Viene dunque da chiedersi cosa abbia bloccato proprio il dialogo, per tutti questi anni, con una realtà così importante. I fattori sono tanti, dalla pressione esercitata dalle petro-monarchie del Golfo, alleate Usa e propagatrici di una visione oscurantista del sunnismo storicamente opposta all’Islam sciita della Persia, fino alla durissima contrapposizione tra Iran e Israele. Dalla diffidenza creata dal «disastro della vicenda Irachena» che, ricorda Ugo Intini, «ha lasciato una traccia catastrofica in tutti i rapporti con l’Occidente, inducendo molti a pensare che si rischia di essere attaccati non quando si ha una bomba atomica, ma quando non la si ha», fino all’indignazione provocata dagli omicidi degli scienziati nucleari iraniani di cui primi sospettati sono Israele e gli Usa. Ma, anche, la repressione del dissenso interno sotto Ahmadinejad che, pure, ha preoccupato le forze democratiche di tutto il mondo. «Ci sono dei problemi, naturalmente, e non nascondiamo neanche una virgola» dice il presidente dell’associazione Italia-Iran, «e non dobbiamo dimenticare che una parte del problema nasce dal fatto che l’Iran ha gestito e ha governato la sua politica interna cercando e alimentando la retorica del nemico fuori dai confini. Nonostante questo, bisognerebbe andare a Teheran per capire quanto quella iraniana sia una società aperta, basti vedere il ruolo delle donne in Parlamento. Noi li guardiamo ancora attraverso la lente degli stereotipi, e questo non aiuta». Dal punto di vista della libertà politiche Intini fa notare che «ci sono naturalmente dei forti limiti costituiti dal fatto che esiste una supervisione da parte del Consiglio religioso sulle decisioni politiche che non permette bene di capire quali siano i veri confini dell’azione dei governi e dei parlamenti». «Però io ho sempre sostenuto una teoria di buonsenso», continua, «e sono appoggio l’idea che la trattativa rafforzi le parti dialoganti ed eviti la chiusura. Certamente anche l’embargo indiscriminato aiuta, in qualche modo, le parti meno dialoganti del sistema perché porta al rafforzamento del nazionalismo, dell’isolazionismo e del mito dell’autosufficienza».

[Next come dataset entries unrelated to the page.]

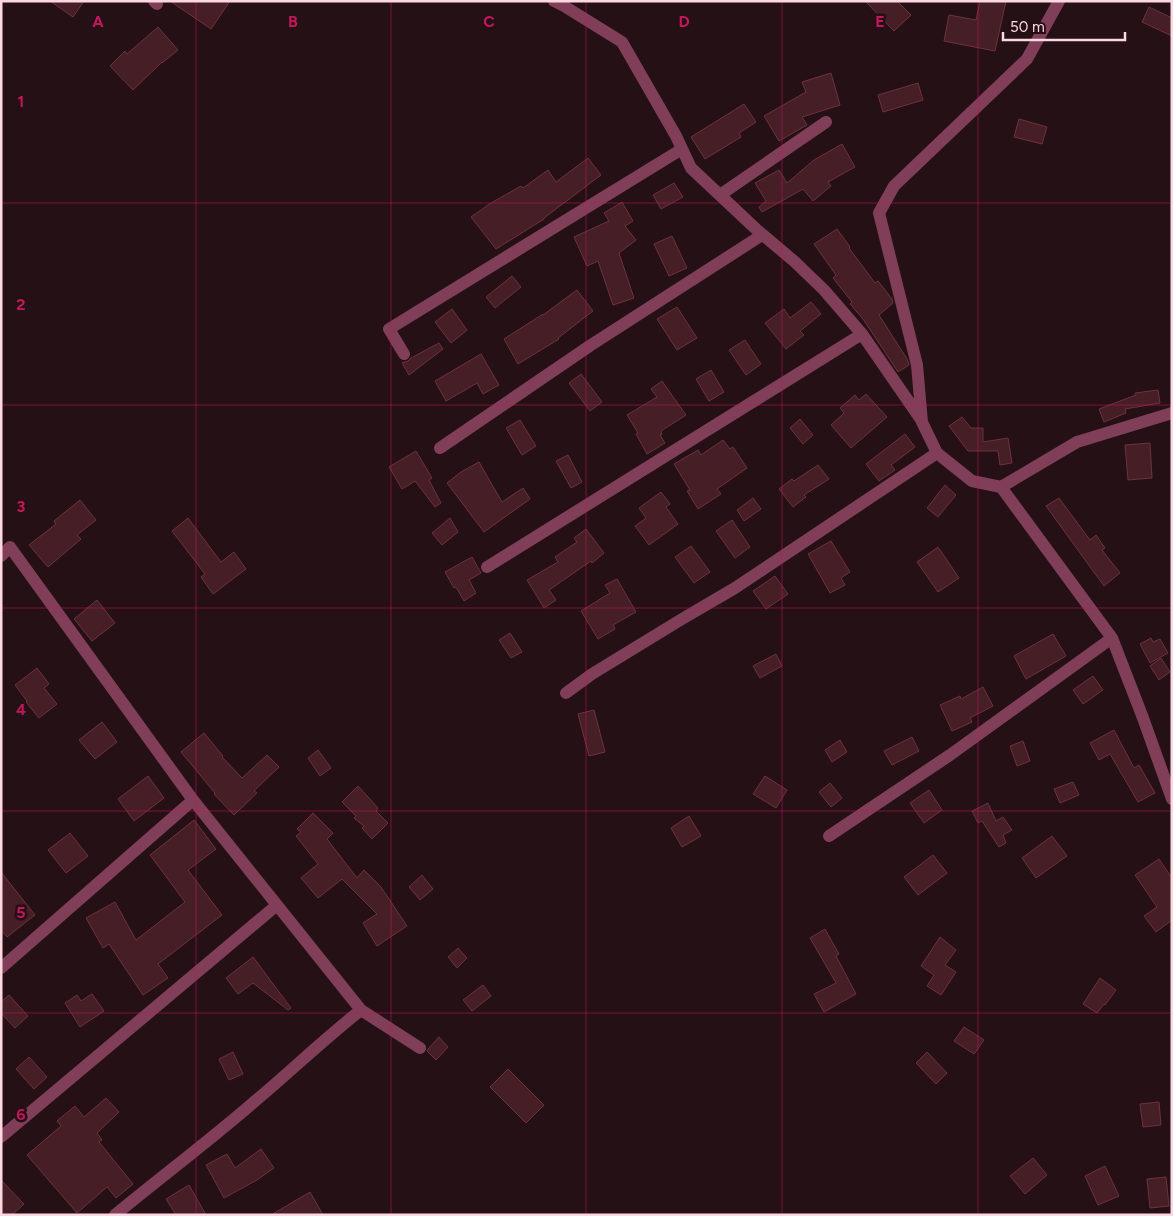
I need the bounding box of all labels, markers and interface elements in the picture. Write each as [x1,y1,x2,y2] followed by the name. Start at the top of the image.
[1003,10,1126,42] scale bar
[92,12,104,31] text: A
[288,12,298,31] text: B
[483,12,495,31] text: C
[678,12,690,31] text: D
[875,12,885,31] text: E
[1010,18,1045,36] text: 50 m
[18,92,24,111] text: 1
[16,295,26,314] text: 2
[17,497,26,516] text: 3
[16,700,26,719] text: 4
[16,903,26,922] text: 5
[16,1105,26,1124] text: 6

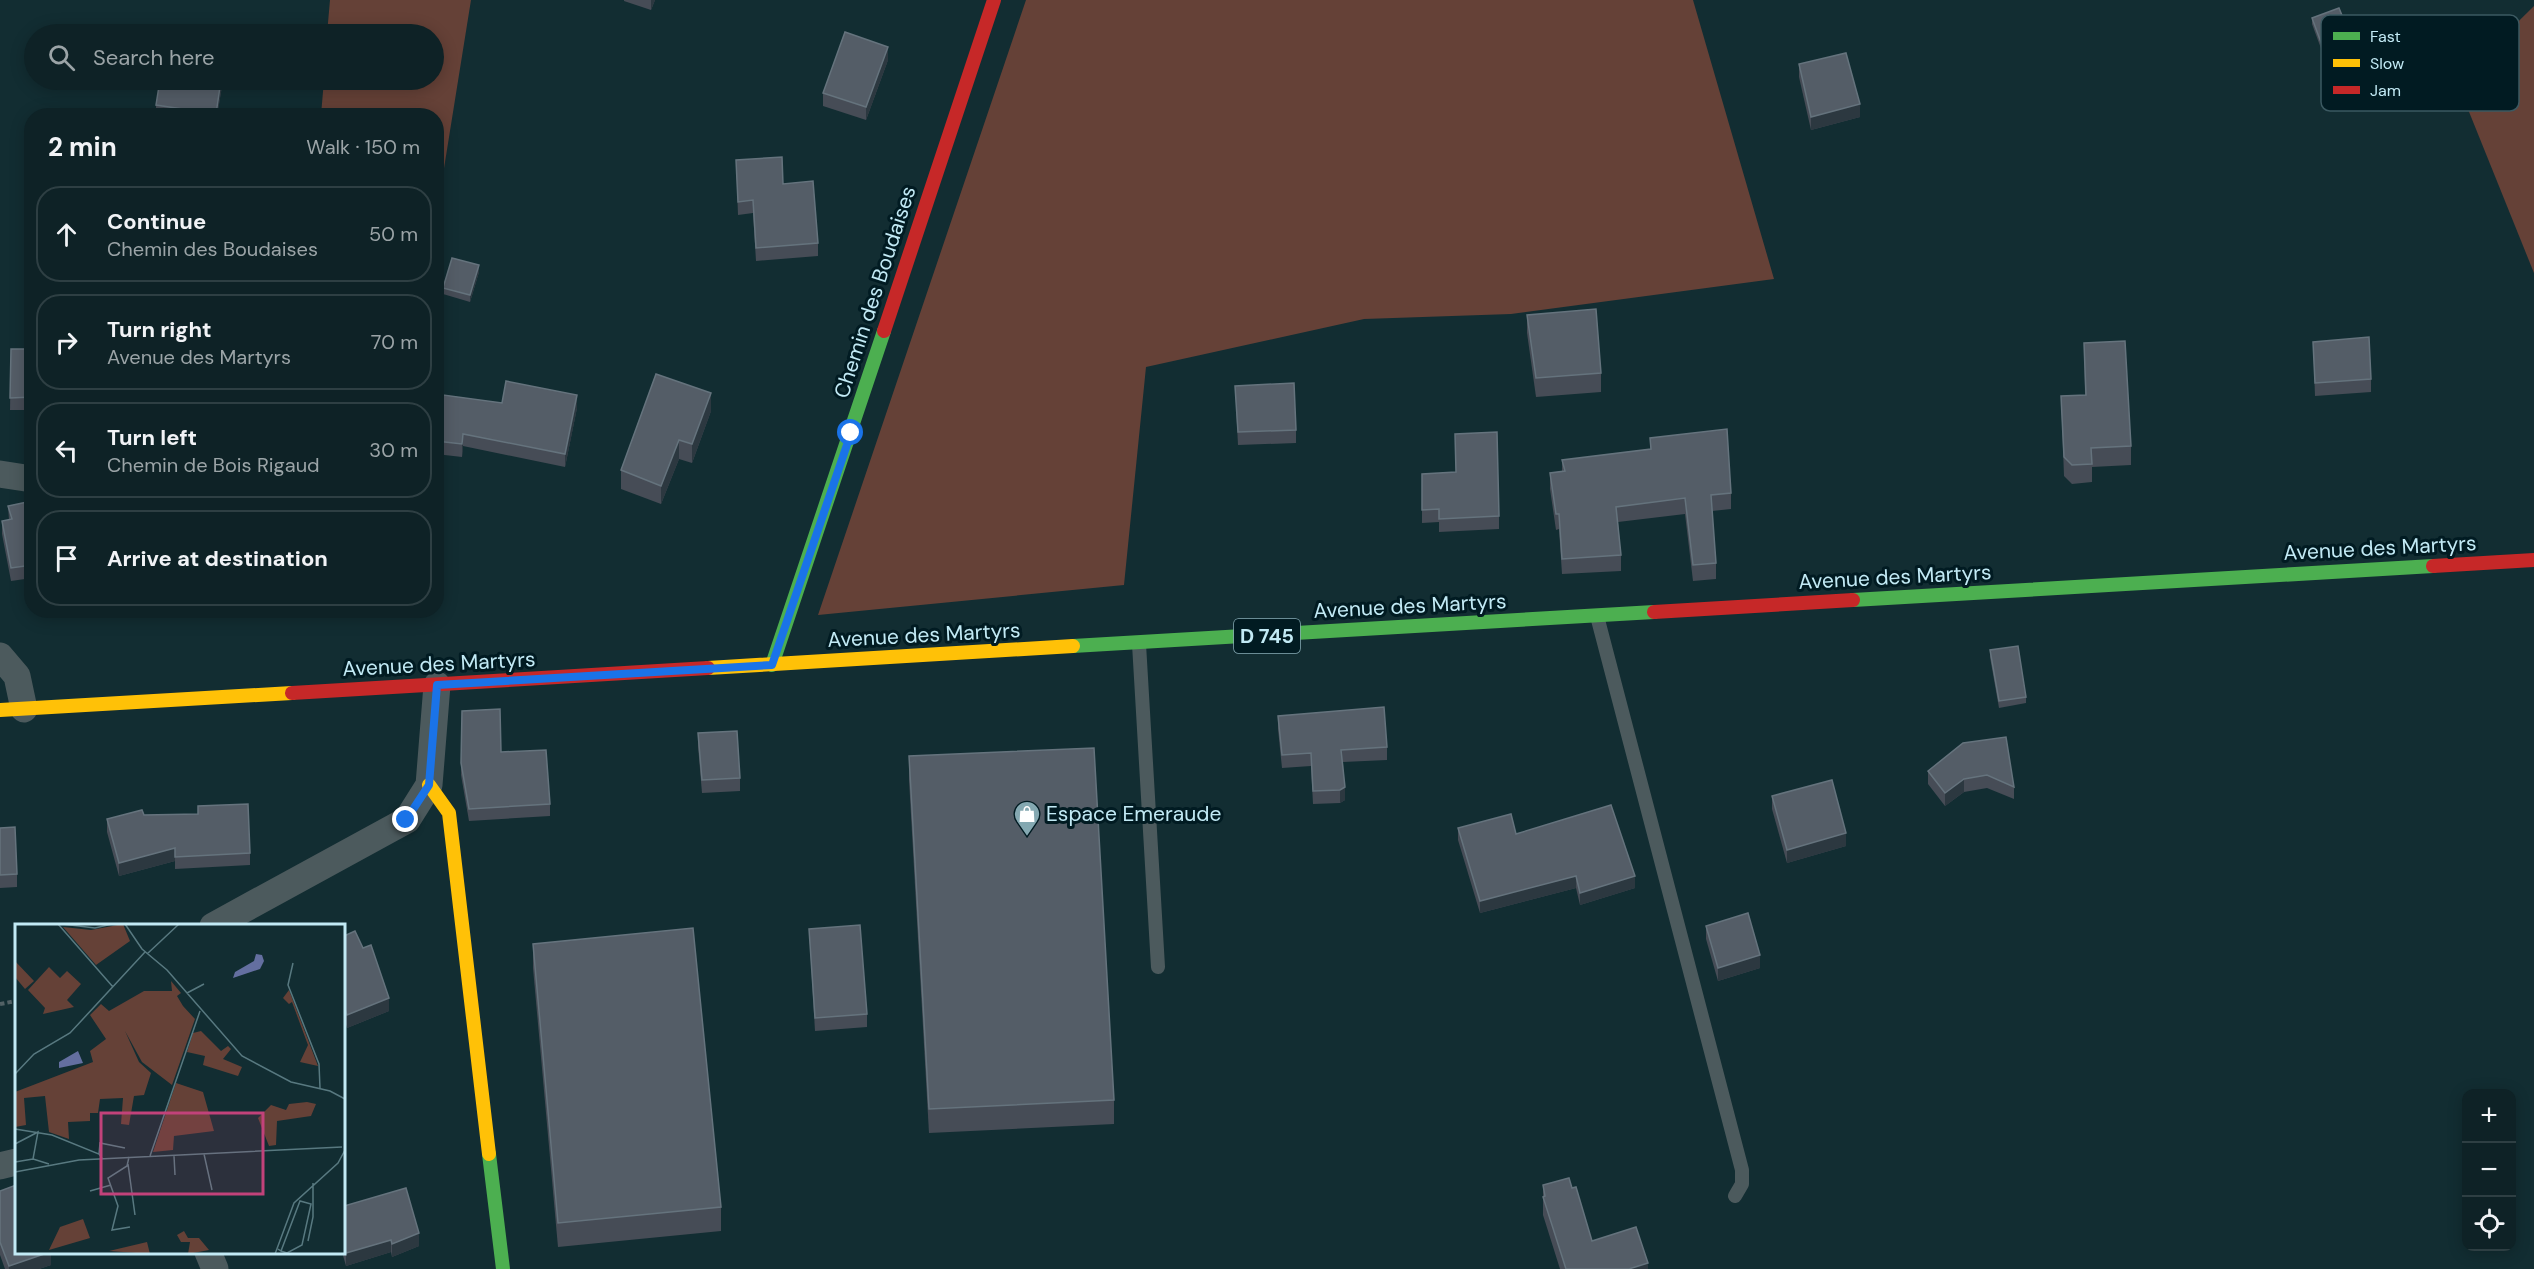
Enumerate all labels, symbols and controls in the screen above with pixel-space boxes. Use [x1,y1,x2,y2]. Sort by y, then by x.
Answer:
legend [2321,15,2519,111]
search box [24,24,444,90]
text: Fast [2370,26,2401,47]
icon: search [45,41,78,74]
text: Search here [93,43,214,72]
text: Slow [2370,53,2404,74]
text: Jam [2370,80,2401,101]
text: 2 min [48,130,117,164]
text: Walk · 150 m [306,134,420,160]
street label: Chemin des Boudaises [827,182,923,402]
text: Continue [107,207,206,236]
icon: ahead [50,218,83,251]
text: 50 m [369,221,418,247]
text: Chemin des Boudaises [107,236,318,262]
text: Turn right [107,315,212,344]
icon: right [50,326,83,359]
text: 70 m [371,329,418,355]
text: Avenue des Martyrs [107,344,291,370]
route start [837,419,863,445]
text: Turn left [107,423,197,452]
icon: left [50,434,83,467]
text: 30 m [369,437,418,463]
text: Chemin de Bois Rigaud [107,452,320,478]
street label: Avenue des Martyrs [2283,529,2477,567]
icon: arrive [50,542,83,575]
text: Arrive at destination [107,544,328,573]
street label: Avenue des Martyrs [1798,558,1992,596]
street label: Avenue des Martyrs [1313,587,1507,625]
street label: Avenue des Martyrs [827,616,1021,654]
road number: D 745 [1234,619,1300,653]
street label: Avenue des Martyrs [342,645,536,683]
shop icon: Espace Emeraude [1012,799,1042,837]
place label: Espace Emeraude [1046,800,1221,828]
route end [392,806,418,832]
inset map [15,924,345,1254]
map controls [2462,1089,2516,1251]
button: + [2462,1089,2516,1143]
button: − [2462,1143,2516,1197]
button: locate [2462,1197,2516,1251]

Luci e ombre, dunque. Ma, allora, qual è la grande scommessa per il futuro? Sicuramente il presiedente Rouhani dovrà riuscire dove Khatami si arenò. Ovvero nella capacità di modificare il sistema economico del Paese, rinnovando la gestione e il controllo delle risorse, non solo petrolifere, ma più in generale, commerciali, bancarie e imprenditoriali oggi troppo concentrate nelle mani dell’entourage rivoluzionario, inefficiente e spesso corrotto. Apertura, dunque, e riscoperta di quel grande ruolo di potenza regionale e snodo strategico che appartengono alla Persia, passaggio centrale della Via della Seta. Per far questo la strada del dialogo e della cooperazione e’ l’unica percorribile. «Io penso che questa sia la vera scommessa», afferma Rosato, «se l’Occidente riesce a risolvere le questioni che hanno a che fare con l’arricchimento uranio e l’eventuale produzione di ordigni atomici, si apre un fronte di collaborazione economica e culturale che diventa volano economico e sociale. Un aiuto non solo per l’Iran, ma un contributo alla stabilizzazione politica di tutta l’area. Non dobbiamo dimenticare che l’Iran è il più grande paese della regione, che confina con situazioni incandescenti sotto vari profili e ha tutta la potenzialità per giocare un ruolo centrale, come elemento di stabilizzazione di tutta l’area». Il presidente Rohuani sembra saperlo bene.